(Stored entries)
------------------------------------------------------------------------

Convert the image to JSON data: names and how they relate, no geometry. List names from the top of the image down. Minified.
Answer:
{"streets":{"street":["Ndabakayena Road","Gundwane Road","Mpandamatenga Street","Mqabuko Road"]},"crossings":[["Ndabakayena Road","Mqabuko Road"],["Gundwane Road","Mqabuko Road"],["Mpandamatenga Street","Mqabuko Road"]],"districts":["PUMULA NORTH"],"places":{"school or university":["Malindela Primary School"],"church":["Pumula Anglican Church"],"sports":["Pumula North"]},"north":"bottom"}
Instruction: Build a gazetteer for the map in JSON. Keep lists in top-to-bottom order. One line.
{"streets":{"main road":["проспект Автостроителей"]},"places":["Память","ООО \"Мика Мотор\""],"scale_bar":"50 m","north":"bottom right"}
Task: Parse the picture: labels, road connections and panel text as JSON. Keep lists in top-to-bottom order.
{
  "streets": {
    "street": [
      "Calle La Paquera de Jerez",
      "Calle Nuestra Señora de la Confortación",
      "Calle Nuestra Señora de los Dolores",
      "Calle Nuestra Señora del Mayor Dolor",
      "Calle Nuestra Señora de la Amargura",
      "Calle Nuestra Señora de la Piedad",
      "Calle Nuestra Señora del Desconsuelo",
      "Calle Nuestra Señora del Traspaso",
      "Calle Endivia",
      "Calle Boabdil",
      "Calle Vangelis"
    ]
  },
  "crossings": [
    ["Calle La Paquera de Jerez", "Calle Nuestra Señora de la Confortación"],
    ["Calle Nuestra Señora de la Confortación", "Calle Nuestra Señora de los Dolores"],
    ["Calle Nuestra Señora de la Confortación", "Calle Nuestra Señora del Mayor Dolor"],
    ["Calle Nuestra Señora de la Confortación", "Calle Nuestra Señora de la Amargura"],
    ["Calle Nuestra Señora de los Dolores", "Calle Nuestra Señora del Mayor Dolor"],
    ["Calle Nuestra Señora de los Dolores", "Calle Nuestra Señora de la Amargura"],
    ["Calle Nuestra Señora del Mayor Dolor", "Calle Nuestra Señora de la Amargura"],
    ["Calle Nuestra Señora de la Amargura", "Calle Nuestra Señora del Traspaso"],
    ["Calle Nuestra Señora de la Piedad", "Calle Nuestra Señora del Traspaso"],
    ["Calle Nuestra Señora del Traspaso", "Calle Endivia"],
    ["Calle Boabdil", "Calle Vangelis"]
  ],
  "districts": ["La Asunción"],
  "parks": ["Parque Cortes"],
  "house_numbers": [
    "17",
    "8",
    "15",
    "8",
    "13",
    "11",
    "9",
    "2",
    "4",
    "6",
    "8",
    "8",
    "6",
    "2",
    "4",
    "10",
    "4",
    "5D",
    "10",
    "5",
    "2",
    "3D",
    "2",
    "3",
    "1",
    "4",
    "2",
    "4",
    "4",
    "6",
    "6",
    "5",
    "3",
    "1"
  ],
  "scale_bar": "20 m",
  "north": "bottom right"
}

------------------------------------------------------------------------

## Your instructions
Restate the data above in full, word for word.

## Written solution
Convert the image to JSON data: names and how they relate, no geometry. List names from the top of the image down. Minified.
Answer:
{"streets":{"street":["Ndabakayena Road","Gundwane Road","Mpandamatenga Street","Mqabuko Road"]},"crossings":[["Ndabakayena Road","Mqabuko Road"],["Gundwane Road","Mqabuko Road"],["Mpandamatenga Street","Mqabuko Road"]],"districts":["PUMULA NORTH"],"places":{"school or university":["Malindela Primary School"],"church":["Pumula Anglican Church"],"sports":["Pumula North"]},"north":"bottom"}
Instruction: Build a gazetteer for the map in JSON. Keep lists in top-to-bottom order. One line.
{"streets":{"main road":["проспект Автостроителей"]},"places":["Память","ООО \"Мика Мотор\""],"scale_bar":"50 m","north":"bottom right"}
Task: Parse the picture: labels, road connections and panel text as JSON. Keep lists in top-to-bottom order.
{
  "streets": {
    "street": [
      "Calle La Paquera de Jerez",
      "Calle Nuestra Señora de la Confortación",
      "Calle Nuestra Señora de los Dolores",
      "Calle Nuestra Señora del Mayor Dolor",
      "Calle Nuestra Señora de la Amargura",
      "Calle Nuestra Señora de la Piedad",
      "Calle Nuestra Señora del Desconsuelo",
      "Calle Nuestra Señora del Traspaso",
      "Calle Endivia",
      "Calle Boabdil",
      "Calle Vangelis"
    ]
  },
  "crossings": [
    ["Calle La Paquera de Jerez", "Calle Nuestra Señora de la Confortación"],
    ["Calle Nuestra Señora de la Confortación", "Calle Nuestra Señora de los Dolores"],
    ["Calle Nuestra Señora de la Confortación", "Calle Nuestra Señora del Mayor Dolor"],
    ["Calle Nuestra Señora de la Confortación", "Calle Nuestra Señora de la Amargura"],
    ["Calle Nuestra Señora de los Dolores", "Calle Nuestra Señora del Mayor Dolor"],
    ["Calle Nuestra Señora de los Dolores", "Calle Nuestra Señora de la Amargura"],
    ["Calle Nuestra Señora del Mayor Dolor", "Calle Nuestra Señora de la Amargura"],
    ["Calle Nuestra Señora de la Amargura", "Calle Nuestra Señora del Traspaso"],
    ["Calle Nuestra Señora de la Piedad", "Calle Nuestra Señora del Traspaso"],
    ["Calle Nuestra Señora del Traspaso", "Calle Endivia"],
    ["Calle Boabdil", "Calle Vangelis"]
  ],
  "districts": ["La Asunción"],
  "parks": ["Parque Cortes"],
  "house_numbers": [
    "17",
    "8",
    "15",
    "8",
    "13",
    "11",
    "9",
    "2",
    "4",
    "6",
    "8",
    "8",
    "6",
    "2",
    "4",
    "10",
    "4",
    "5D",
    "10",
    "5",
    "2",
    "3D",
    "2",
    "3",
    "1",
    "4",
    "2",
    "4",
    "4",
    "6",
    "6",
    "5",
    "3",
    "1"
  ],
  "scale_bar": "20 m",
  "north": "bottom right"
}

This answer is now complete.